>>>>>

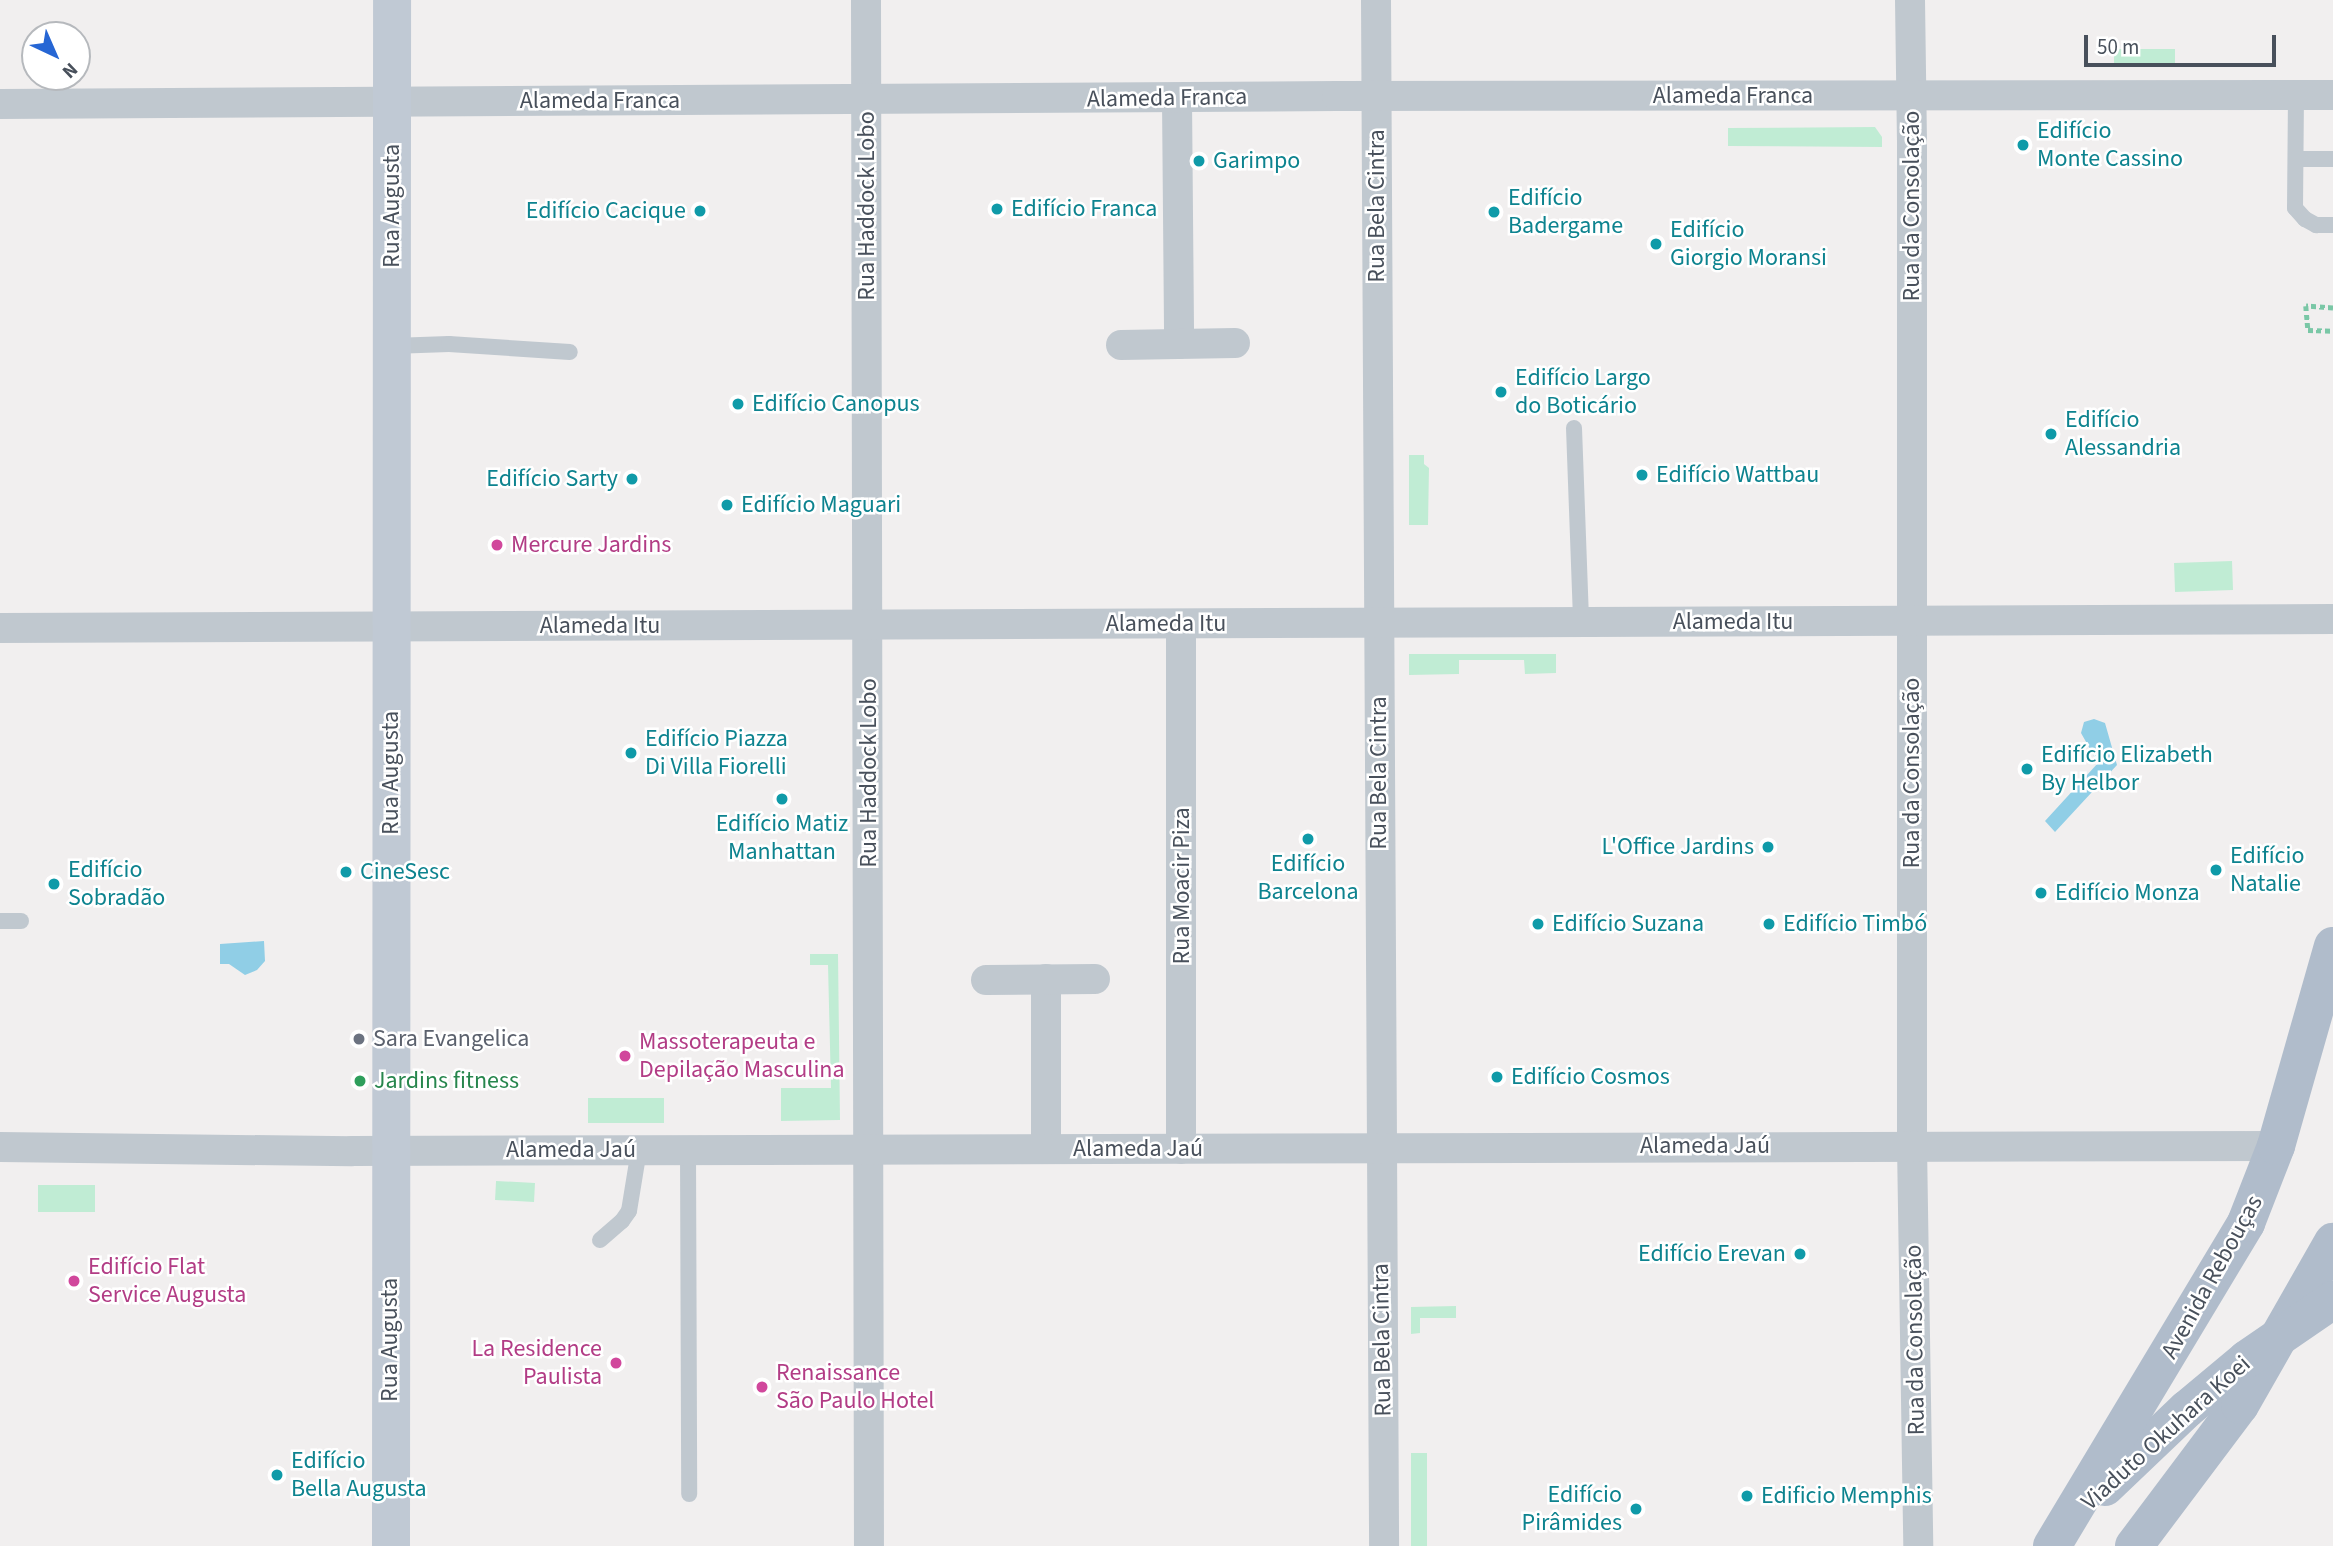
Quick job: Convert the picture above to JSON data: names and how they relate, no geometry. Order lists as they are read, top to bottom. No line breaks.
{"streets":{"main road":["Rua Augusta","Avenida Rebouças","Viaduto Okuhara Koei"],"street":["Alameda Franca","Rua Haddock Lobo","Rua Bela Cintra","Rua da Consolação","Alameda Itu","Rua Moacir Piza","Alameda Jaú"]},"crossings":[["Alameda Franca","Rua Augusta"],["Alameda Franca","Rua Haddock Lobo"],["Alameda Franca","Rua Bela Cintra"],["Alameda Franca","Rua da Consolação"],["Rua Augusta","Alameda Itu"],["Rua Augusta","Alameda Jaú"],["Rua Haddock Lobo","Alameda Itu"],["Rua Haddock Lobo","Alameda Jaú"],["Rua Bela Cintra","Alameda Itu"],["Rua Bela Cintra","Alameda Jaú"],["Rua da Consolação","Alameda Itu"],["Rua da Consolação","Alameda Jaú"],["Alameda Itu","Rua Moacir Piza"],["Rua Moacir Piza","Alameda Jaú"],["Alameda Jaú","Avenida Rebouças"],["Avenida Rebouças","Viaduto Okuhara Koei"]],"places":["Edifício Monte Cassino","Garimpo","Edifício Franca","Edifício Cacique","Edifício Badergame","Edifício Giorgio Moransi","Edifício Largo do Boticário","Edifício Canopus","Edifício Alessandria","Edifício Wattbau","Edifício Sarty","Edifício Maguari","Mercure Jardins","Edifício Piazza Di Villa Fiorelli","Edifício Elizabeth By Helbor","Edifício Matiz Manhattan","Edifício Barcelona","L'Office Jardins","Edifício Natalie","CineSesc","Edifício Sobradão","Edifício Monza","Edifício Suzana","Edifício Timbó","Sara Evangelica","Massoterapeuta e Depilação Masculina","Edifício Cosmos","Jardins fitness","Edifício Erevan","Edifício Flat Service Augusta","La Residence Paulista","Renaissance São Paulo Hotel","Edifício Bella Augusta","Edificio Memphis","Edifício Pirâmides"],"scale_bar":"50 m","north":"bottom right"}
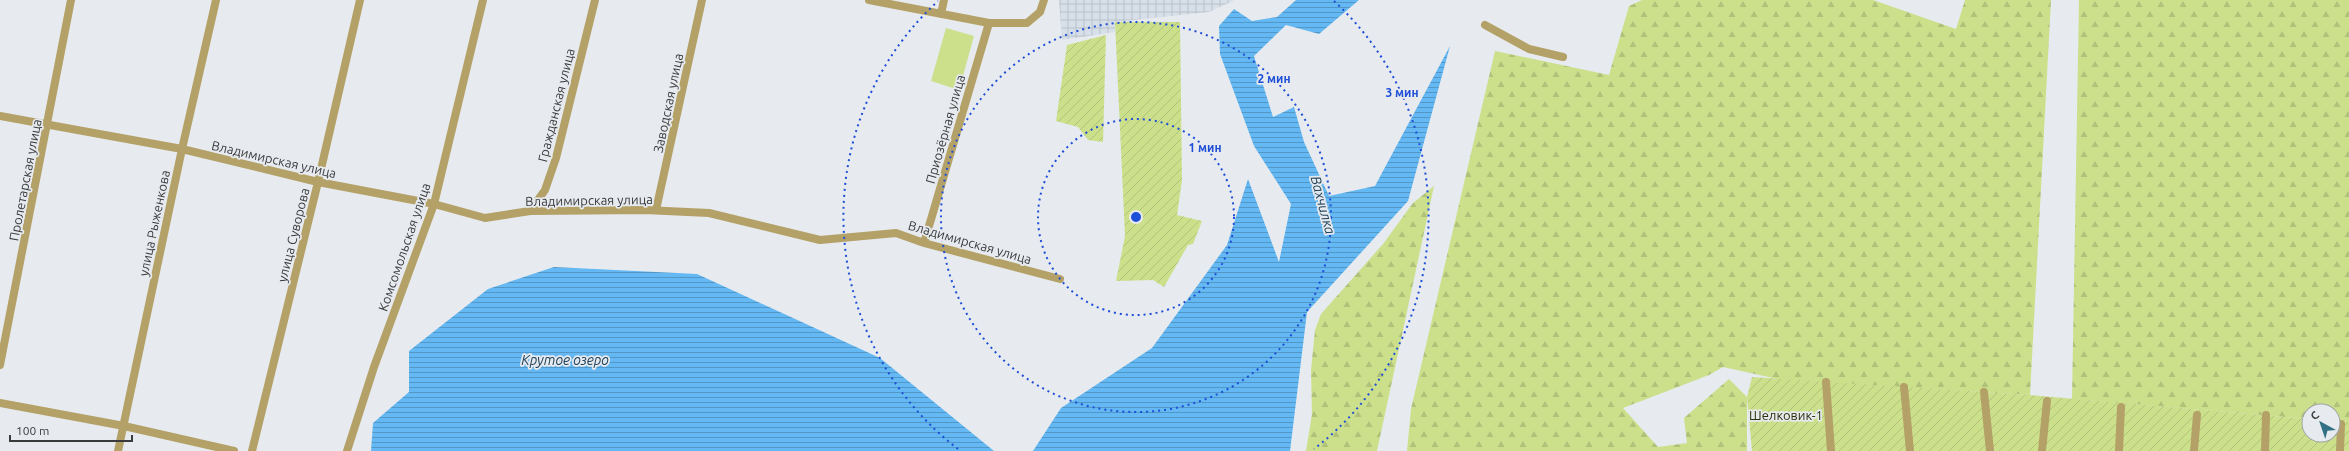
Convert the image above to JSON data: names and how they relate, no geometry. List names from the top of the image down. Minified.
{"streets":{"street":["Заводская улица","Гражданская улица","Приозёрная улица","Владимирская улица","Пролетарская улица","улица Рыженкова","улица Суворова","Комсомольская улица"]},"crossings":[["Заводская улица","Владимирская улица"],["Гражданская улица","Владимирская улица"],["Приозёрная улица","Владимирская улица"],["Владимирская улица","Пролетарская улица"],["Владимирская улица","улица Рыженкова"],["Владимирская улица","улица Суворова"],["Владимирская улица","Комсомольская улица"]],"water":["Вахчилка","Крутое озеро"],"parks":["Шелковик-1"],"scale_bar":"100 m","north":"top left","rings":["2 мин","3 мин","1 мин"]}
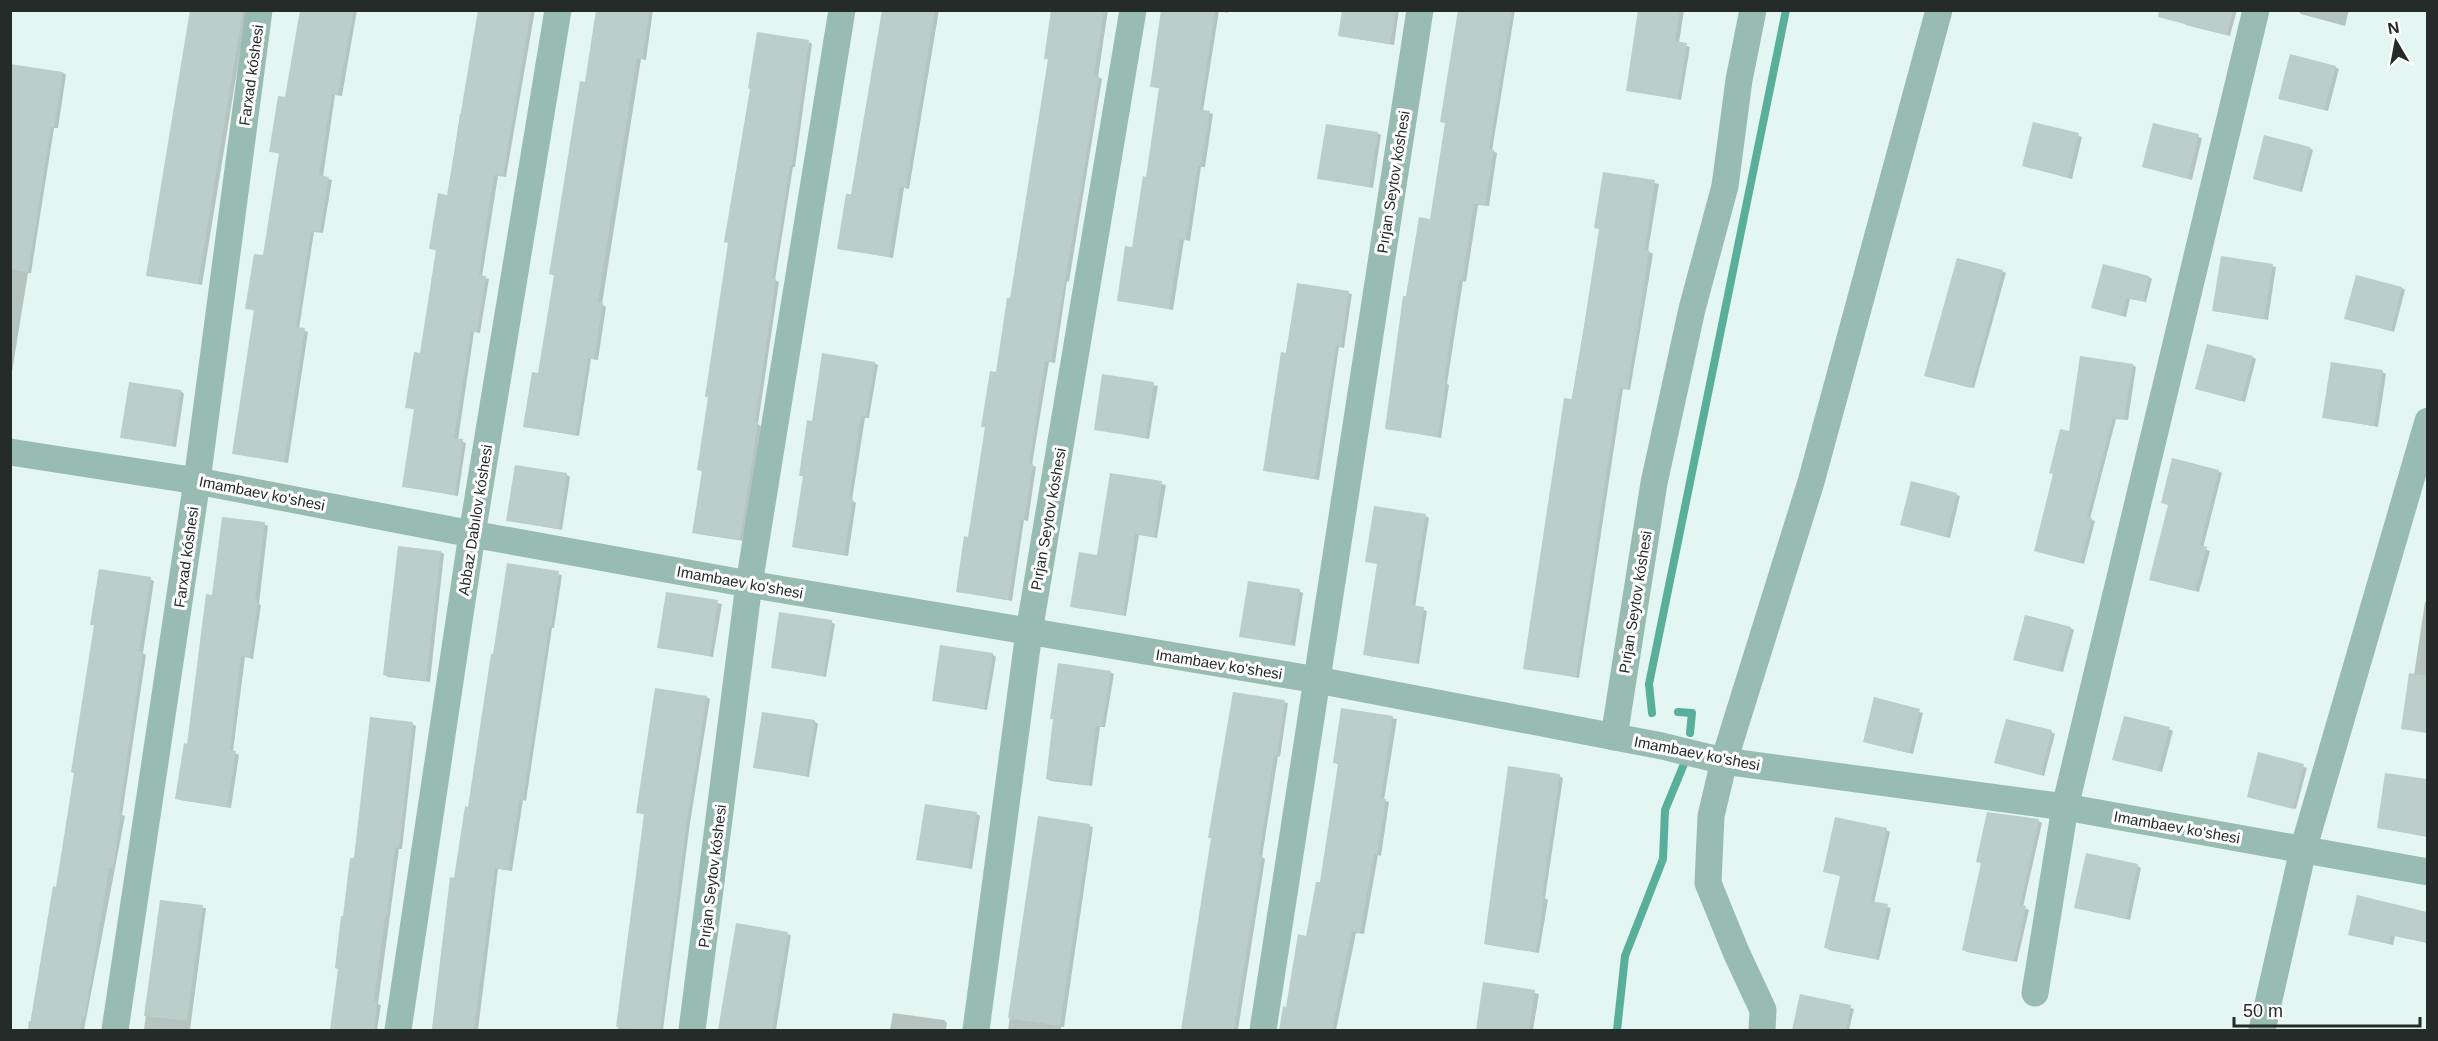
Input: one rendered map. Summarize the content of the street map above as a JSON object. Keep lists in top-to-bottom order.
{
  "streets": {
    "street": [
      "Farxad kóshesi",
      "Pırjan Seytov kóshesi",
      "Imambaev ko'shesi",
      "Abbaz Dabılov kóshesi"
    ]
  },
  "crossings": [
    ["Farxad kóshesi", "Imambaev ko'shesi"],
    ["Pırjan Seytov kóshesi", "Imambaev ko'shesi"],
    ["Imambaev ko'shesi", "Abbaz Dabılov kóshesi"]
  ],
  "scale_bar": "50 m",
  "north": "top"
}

<<<<<

● **Task objective**:
Extract every line from the one containing "Input: one rendered" through the last line of the data, inclusive, exactly as written.

● **Answer below**:
Input: one rendered map. Summarize the content of the street map above as a JSON object. Keep lists in top-to-bottom order.
{
  "streets": {
    "street": [
      "Farxad kóshesi",
      "Pırjan Seytov kóshesi",
      "Imambaev ko'shesi",
      "Abbaz Dabılov kóshesi"
    ]
  },
  "crossings": [
    ["Farxad kóshesi", "Imambaev ko'shesi"],
    ["Pırjan Seytov kóshesi", "Imambaev ko'shesi"],
    ["Imambaev ko'shesi", "Abbaz Dabılov kóshesi"]
  ],
  "scale_bar": "50 m",
  "north": "top"
}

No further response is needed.